8 September 2014
In this matter Jackson J considered, and indeed questioned, the appropriate manner of assessing damages in detinue cases. His Honour further considered the necessity of making a valid demand upon a person in actual possession of the goods in question.
The facts of the matter were relatively simple. Black Diamond Group Pty Ltd (Black Diamond) was a company engaged in the business of hiring demountable accommodation buildings, typically associated with mining operations. Manor of Maluka Pty Ltd (Maluka) was in the business of providing accommodation services at mine sites and, in particular, it operated the Banana Accommodation Village near Banana in Central Queensland. For that purpose Maluka had hired 21 buildings from Black Diamond. The venture, however, was not successful. Maluka fell behind in the rental payments in respect of the demountable buildings it had hired and Black Diamond intimated its intention to recover possession of them. Maluka refused to return the buildings, however, it subsequently went into liquidation. The second defendant, Go Country Group Pty Ltd (GCG), was the owner of the land on which the demountable buildings were located, but it too refused to return the buildings. Black Diamond sought damages against GCG for the wrongful detention of its buildings said to have been about $60,000 per month representing the rate of hire of the buildings as agreed under the agreement with Maluka. In effect the plaintiff relied upon what was said to be a special rule for damages for the tort of detinue, where the plaintiff carries on business of hiring the chattels in question for reward and the defendant makes use of them. It is said that the plaintiff is then entitled to its usual rate of hire for the chattels as the measure of damages.
It was conceded by GCG that, if there were some inappropriate detention of the goods, the plaintiff would be entitled to damages representing the usual rate of hire regardless of whether that loss would be the usual compensatory measure of damages in tort. That approach was derived from the decision in Strand Electric and Engineering Co Ltd v Brisford Entertainments Ltd  2 QB 246. Jackson J considered that the approach in that case was not consistent with the decision of the High Court in Butler v Egg and Egg Pulp Marketing Board which was to the effect that damages in tort are compensatory, such that a plaintiff may not recover more than the “sum of money [that] would be required to place it in the same position as it would have been in if the appellants had [not converted the chattels]”. However, his Honour noted that, as the decision in Strand Electric had been followed by Australian intermediate appellate courts, he was bound to follow it.

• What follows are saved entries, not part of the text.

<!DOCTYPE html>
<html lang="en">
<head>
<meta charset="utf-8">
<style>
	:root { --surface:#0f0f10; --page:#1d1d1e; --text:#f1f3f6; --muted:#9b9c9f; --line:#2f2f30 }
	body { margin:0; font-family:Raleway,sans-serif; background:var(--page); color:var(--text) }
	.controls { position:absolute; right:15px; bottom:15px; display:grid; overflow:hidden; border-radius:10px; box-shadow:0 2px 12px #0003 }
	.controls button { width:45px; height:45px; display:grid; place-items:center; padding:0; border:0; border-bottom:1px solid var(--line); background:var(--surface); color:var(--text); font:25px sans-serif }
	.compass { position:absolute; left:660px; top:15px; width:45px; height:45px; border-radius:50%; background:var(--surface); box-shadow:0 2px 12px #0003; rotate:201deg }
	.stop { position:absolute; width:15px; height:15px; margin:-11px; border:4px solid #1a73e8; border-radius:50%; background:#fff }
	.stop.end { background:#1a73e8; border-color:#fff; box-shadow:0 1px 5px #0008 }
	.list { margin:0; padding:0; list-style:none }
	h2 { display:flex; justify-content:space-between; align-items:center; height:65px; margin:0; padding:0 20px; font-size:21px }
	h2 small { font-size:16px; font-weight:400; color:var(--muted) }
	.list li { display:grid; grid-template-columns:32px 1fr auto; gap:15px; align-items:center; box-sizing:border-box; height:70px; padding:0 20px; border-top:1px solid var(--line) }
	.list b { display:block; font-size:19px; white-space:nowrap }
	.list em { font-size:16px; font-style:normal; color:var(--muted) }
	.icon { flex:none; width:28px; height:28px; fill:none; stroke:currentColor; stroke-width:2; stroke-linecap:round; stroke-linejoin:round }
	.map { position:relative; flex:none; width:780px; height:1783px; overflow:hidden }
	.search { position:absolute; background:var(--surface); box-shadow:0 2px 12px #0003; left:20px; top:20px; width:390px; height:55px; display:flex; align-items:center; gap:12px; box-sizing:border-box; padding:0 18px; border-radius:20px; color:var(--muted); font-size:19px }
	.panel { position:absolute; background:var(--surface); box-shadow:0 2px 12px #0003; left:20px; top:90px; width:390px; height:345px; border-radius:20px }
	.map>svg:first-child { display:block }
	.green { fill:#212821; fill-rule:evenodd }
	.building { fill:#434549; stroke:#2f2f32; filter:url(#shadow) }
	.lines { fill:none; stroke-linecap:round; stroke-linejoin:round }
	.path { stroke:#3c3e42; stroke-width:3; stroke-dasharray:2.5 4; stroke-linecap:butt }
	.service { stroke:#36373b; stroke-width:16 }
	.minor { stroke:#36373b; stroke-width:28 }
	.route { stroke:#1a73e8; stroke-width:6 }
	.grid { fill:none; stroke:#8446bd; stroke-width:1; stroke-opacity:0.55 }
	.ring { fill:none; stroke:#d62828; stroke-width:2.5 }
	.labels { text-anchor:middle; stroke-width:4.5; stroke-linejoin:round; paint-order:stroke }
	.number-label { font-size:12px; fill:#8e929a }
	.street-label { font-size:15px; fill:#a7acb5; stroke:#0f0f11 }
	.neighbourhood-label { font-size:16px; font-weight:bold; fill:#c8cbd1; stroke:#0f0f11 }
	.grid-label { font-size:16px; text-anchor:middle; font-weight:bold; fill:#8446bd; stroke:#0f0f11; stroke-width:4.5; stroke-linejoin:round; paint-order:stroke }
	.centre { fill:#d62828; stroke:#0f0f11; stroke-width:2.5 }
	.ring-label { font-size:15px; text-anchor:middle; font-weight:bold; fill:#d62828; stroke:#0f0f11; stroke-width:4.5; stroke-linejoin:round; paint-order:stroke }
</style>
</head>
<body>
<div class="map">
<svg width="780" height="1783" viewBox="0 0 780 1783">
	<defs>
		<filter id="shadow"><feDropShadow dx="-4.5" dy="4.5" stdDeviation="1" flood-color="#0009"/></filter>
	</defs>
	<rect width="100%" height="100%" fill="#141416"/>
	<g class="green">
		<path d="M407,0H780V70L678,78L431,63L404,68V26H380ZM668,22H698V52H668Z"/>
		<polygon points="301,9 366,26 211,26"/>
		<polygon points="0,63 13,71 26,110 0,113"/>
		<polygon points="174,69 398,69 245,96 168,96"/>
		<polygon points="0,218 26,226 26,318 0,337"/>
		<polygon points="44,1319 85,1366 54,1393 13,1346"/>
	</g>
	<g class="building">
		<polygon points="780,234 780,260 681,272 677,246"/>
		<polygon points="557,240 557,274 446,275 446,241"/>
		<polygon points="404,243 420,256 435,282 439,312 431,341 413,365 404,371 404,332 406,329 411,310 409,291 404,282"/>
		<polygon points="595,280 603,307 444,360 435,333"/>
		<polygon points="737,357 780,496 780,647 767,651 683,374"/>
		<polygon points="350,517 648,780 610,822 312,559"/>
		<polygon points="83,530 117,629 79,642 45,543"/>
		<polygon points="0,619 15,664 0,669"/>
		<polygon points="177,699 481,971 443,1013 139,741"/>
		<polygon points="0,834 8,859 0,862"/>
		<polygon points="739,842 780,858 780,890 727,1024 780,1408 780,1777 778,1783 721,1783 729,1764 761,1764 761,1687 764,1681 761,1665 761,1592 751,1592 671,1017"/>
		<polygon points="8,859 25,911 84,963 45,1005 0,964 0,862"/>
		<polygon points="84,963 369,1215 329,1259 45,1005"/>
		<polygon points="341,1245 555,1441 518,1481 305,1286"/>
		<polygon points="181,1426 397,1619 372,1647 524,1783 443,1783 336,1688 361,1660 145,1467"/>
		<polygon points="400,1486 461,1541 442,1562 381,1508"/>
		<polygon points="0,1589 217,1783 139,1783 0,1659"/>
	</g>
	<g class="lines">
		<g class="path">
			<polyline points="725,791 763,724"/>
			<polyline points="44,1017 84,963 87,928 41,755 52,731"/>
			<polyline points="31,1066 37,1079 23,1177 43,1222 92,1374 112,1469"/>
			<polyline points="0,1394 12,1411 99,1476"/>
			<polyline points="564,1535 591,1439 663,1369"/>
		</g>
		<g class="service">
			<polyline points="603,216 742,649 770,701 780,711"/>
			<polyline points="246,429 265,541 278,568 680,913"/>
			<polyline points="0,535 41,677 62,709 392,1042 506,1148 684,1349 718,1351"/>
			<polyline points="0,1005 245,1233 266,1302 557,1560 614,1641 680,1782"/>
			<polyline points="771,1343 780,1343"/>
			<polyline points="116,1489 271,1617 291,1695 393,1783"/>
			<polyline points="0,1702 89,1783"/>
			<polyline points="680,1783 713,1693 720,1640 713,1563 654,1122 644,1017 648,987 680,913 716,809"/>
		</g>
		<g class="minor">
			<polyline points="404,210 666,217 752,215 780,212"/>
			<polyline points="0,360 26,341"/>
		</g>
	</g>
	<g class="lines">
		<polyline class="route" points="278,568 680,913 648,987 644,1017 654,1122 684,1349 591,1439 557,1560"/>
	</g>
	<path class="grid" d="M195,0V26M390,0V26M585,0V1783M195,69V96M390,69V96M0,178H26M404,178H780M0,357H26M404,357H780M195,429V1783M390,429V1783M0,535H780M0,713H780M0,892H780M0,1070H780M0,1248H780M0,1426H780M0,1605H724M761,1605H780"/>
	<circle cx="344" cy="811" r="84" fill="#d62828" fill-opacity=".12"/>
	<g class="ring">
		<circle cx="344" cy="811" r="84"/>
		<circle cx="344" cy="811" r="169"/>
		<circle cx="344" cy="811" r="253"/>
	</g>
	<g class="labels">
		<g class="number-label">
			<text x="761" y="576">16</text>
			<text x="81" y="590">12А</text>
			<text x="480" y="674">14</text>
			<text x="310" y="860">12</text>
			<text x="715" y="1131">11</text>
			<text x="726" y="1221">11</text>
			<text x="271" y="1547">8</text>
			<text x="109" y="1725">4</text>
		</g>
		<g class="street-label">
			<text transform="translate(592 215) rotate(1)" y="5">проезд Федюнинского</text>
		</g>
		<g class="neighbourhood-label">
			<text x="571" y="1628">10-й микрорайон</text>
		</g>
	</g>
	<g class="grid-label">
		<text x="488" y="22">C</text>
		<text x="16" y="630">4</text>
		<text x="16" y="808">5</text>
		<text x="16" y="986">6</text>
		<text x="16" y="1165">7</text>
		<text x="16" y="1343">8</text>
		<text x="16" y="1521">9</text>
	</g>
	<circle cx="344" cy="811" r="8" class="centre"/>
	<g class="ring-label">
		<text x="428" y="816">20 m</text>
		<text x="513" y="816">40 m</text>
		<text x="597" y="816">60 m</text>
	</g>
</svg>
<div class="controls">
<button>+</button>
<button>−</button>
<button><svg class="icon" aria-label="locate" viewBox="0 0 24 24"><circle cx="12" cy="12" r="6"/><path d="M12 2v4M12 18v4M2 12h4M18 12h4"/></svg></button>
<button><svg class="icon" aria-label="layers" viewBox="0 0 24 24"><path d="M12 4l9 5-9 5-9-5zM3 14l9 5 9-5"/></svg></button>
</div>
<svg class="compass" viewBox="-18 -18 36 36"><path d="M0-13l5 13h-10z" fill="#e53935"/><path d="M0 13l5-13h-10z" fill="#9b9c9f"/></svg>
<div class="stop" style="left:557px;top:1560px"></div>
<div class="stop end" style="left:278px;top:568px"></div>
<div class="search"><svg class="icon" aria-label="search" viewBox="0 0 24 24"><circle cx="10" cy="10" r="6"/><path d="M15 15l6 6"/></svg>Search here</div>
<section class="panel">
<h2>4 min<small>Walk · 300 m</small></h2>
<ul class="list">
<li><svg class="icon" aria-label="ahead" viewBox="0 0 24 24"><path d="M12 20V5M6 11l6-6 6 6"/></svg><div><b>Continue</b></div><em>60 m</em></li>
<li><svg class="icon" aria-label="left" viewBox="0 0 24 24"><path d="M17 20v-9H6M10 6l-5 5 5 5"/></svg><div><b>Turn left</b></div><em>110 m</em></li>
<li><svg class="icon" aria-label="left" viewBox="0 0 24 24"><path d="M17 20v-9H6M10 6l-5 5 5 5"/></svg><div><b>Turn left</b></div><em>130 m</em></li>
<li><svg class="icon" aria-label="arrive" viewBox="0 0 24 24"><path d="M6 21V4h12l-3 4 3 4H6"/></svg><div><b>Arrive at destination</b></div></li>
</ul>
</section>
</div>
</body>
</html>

For the cause of action in detinue to be fully constituted it was necessary that the person entitled to the chattels makes a demand on a possessor and the possessor refuses to return them. After considering whether or not there was a sufficient demand in the present case, it was held that there was or, if the solicitor’s letter requiring the return of the goods was not adequate, the commencement of the proceedings was. See UCPR 375.
However, at the time of the relevant letter of demand, there was a question as to whether or not GCG was in possession of the land on which the buildings were located as the land was subject to an agreement between GCG and Maluka for Maluka to use the land for its venture. Hence, the question for the Court was whether, if Maluka did have possession of the land, does that affect the claim in detinue brought by Black Diamond against GCG? His Honour reasoned that possession of the land – and, therefore, of the demountable buildings – by GCG was essential to the plaintiff’s claim for detinue as possession by a defendant of goods is a necessary element of their detention. In the present case, GCG did not adopt the position that, as it was not in possession of the land and, therefore, the buildings, it could not have been liable for detinue. Instead, even though it did not have possession of the land when the goods were demanded, it asserted a right to prevent Black Diamond from entering onto the land to recover them. In the circumstances of the case his Honour thought that it was not necessary to answer the question of whether or not GCG had relevant possession of the goods when the demand was made.
On the question of the rate of damages, under the Strand Electrical principle the defendant who wrongfully detains the plaintiff’s goods which are ordinarily used for hiring is liable for the usual hiring rates, but only if the defendant, itself, used the goods. The principle cannot apply where the wrongful detainer of the goods does not use them but merely allows them to lie idle: Bunnings Group Ltd v Chep Australia Ltd (2011) 82 NSWLR 420 applied. In the present case, GCG had not deployed the buildings in any way in the course of its business or at all. It followed that the plaintiff’s claim for damages based on the usual rate of hire failed.